##### RECORDS

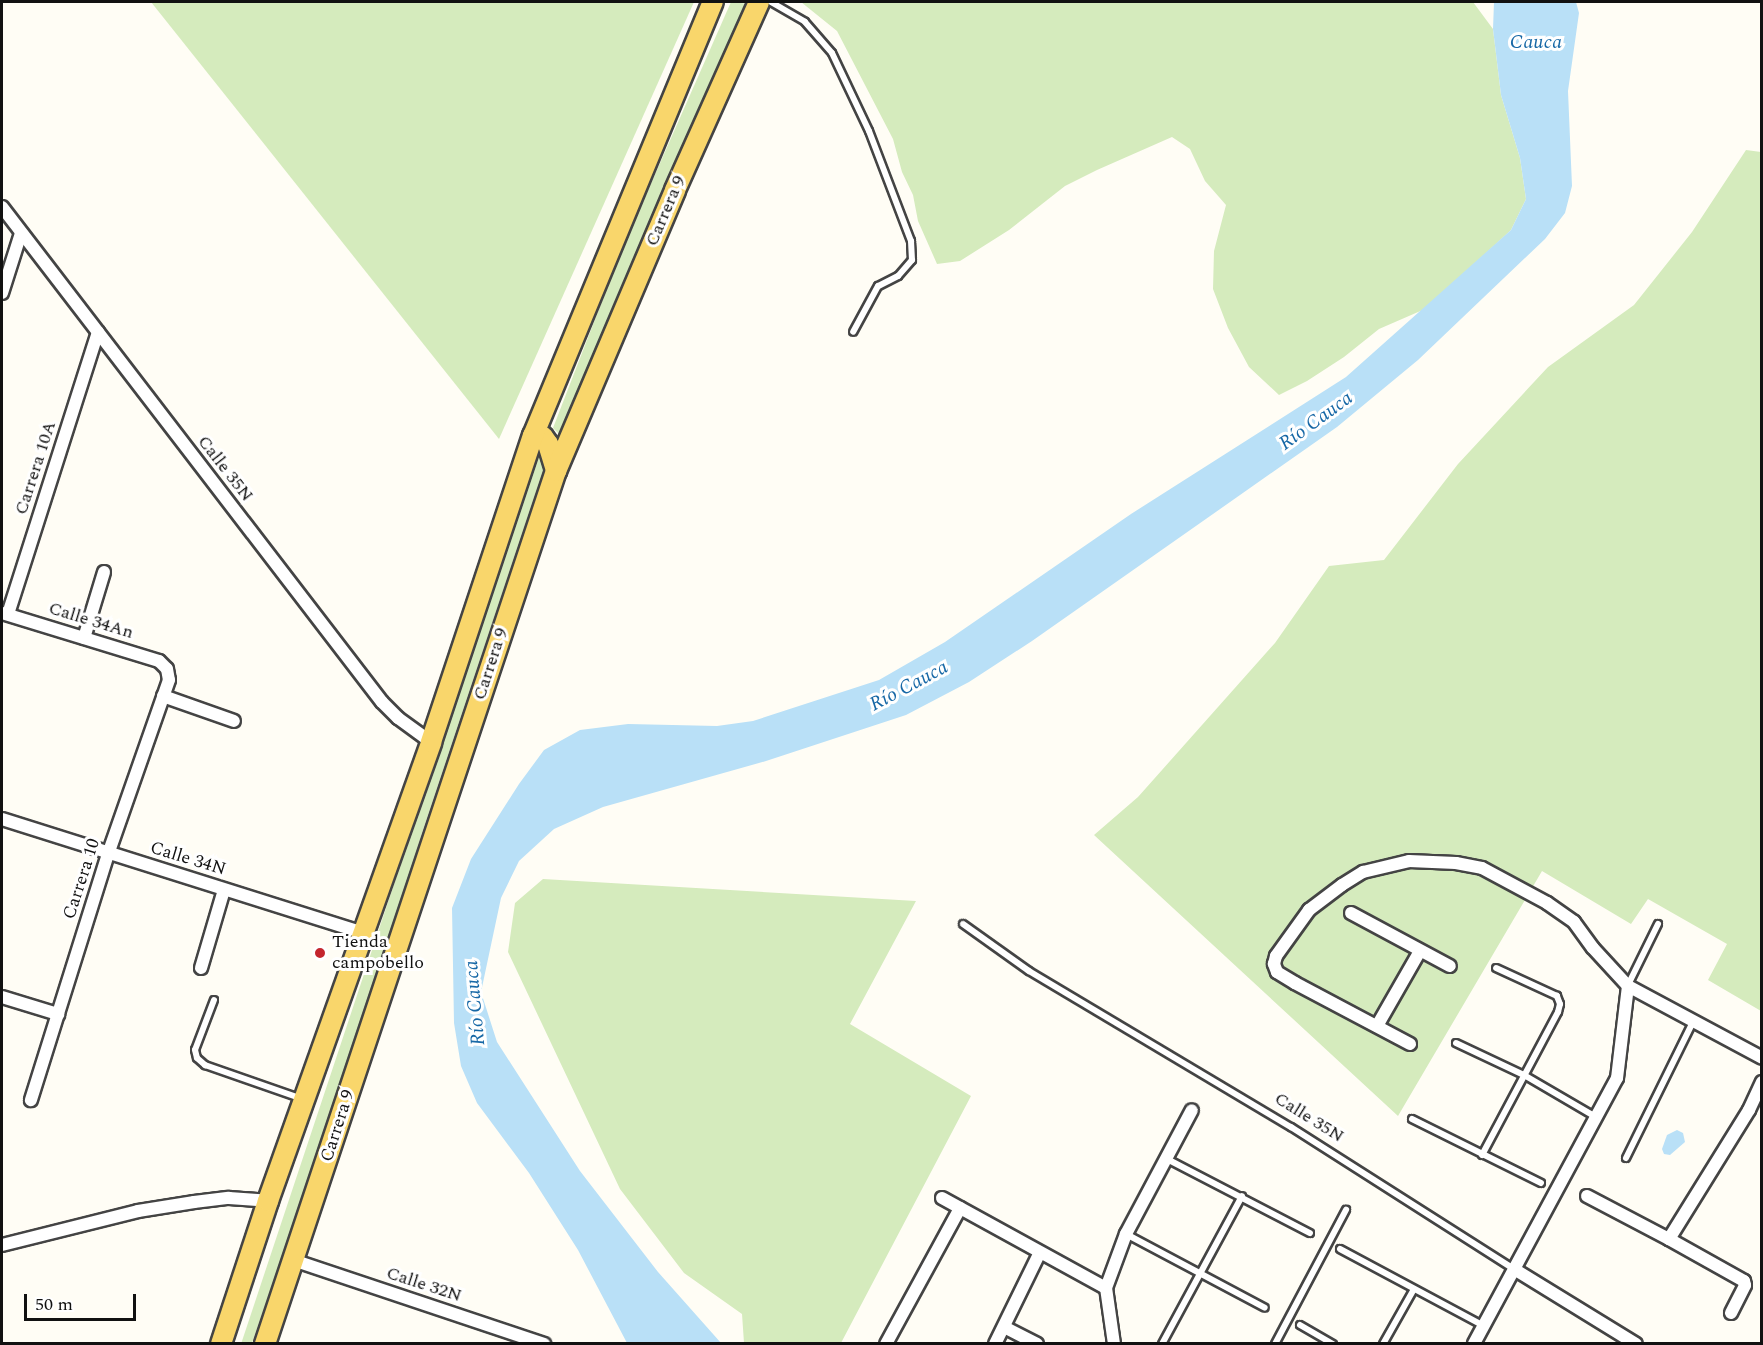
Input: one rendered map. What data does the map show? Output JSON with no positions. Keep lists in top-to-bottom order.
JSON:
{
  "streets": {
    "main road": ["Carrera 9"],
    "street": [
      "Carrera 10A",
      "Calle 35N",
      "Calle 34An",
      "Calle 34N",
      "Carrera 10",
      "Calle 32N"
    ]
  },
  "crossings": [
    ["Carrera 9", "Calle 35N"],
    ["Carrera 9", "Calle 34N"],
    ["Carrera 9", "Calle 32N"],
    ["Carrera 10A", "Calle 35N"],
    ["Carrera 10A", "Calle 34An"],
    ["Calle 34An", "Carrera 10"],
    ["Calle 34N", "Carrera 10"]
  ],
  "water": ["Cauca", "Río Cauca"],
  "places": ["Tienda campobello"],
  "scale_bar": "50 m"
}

##########
##### RECORDS

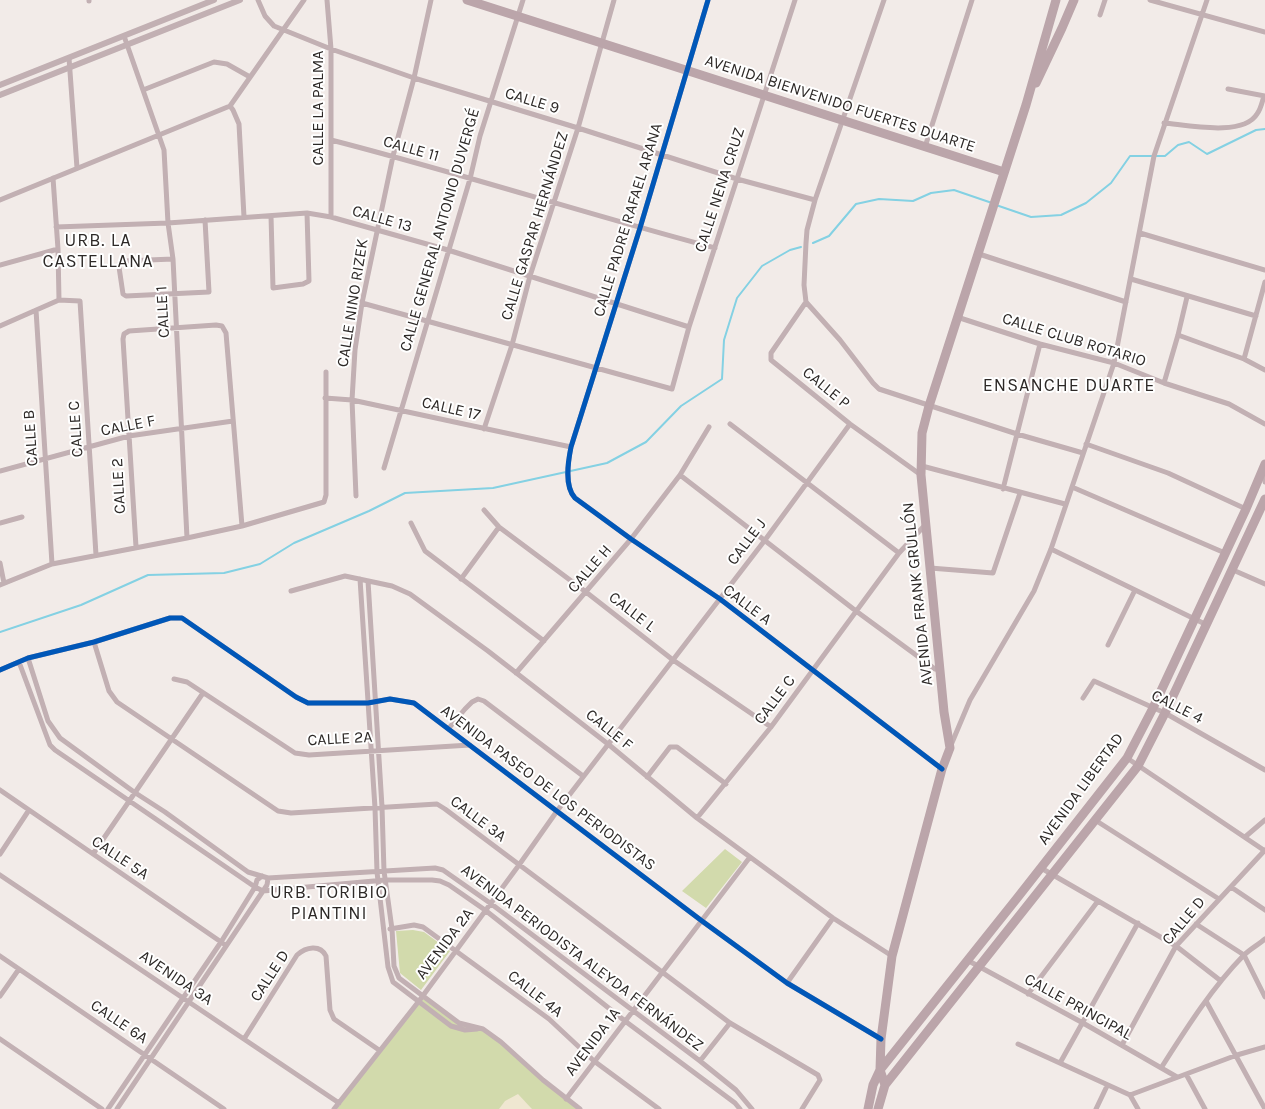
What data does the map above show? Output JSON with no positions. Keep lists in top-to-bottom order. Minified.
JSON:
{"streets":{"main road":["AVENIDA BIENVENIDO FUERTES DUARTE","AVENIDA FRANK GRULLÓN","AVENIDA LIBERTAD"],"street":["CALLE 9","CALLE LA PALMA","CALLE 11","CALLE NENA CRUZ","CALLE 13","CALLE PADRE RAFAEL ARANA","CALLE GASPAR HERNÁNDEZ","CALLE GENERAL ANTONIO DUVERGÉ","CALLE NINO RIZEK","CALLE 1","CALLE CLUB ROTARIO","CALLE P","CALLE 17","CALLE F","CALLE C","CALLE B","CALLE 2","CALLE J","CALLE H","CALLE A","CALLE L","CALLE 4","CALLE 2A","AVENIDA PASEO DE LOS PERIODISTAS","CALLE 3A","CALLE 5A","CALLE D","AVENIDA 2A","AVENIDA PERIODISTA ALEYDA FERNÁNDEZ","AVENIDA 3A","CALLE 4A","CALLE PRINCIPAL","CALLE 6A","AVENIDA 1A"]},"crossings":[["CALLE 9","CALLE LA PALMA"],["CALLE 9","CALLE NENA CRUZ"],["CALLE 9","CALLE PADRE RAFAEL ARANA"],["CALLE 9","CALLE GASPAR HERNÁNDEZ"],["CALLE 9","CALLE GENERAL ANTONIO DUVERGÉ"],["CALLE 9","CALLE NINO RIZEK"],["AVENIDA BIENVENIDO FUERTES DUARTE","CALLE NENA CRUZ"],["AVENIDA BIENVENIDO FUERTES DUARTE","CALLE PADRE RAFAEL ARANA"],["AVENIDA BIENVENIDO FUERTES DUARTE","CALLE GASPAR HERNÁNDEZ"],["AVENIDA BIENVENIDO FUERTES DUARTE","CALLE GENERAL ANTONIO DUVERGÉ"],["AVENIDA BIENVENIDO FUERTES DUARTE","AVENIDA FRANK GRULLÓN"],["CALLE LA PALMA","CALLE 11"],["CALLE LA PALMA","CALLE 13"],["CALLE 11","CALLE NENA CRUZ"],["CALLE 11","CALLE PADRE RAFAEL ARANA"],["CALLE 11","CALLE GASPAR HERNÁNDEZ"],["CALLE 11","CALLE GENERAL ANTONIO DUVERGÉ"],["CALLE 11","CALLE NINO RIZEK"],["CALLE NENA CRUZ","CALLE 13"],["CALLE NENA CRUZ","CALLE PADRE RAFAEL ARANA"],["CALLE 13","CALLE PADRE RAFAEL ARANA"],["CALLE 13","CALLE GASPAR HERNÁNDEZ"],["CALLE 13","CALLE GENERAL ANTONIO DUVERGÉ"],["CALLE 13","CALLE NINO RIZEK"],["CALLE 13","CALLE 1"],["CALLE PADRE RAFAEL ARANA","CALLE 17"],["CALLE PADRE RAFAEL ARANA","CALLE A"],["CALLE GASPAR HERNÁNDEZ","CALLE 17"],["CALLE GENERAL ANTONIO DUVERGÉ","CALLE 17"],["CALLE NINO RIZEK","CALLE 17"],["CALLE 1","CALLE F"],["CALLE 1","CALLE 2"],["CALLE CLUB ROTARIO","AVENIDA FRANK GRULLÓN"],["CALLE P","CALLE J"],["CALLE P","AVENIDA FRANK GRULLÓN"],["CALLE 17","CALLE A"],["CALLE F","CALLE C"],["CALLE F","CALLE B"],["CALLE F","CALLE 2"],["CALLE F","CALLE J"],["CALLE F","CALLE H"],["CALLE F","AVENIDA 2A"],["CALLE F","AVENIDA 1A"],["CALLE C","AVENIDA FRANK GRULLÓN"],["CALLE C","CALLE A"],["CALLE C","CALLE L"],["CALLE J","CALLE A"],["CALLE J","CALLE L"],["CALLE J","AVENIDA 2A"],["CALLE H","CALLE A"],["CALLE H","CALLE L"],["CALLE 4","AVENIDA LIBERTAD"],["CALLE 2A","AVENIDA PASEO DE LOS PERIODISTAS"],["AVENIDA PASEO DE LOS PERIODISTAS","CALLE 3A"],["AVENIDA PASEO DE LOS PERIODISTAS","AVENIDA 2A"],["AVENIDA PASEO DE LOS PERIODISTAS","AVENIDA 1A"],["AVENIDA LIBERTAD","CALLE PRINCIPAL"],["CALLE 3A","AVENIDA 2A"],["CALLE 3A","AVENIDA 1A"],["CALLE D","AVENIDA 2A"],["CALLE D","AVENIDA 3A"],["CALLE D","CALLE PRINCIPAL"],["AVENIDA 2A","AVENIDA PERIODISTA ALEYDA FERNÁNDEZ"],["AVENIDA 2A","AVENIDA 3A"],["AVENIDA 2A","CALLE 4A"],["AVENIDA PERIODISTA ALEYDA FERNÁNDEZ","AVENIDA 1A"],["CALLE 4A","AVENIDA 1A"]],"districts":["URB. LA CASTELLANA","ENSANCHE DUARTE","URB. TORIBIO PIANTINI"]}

##########

**WORK INSTRUCTIONS:**
Reproduce every line in the data that has the word "positions" in it.

**SOLUTION TO THIS PROBLEM:**
Input: one rendered map. What data does the map show? Output JSON with no positions. Keep lists in top-to-bottom order.
What data does the map above show? Output JSON with no positions. Keep lists in top-to-bottom order. Minified.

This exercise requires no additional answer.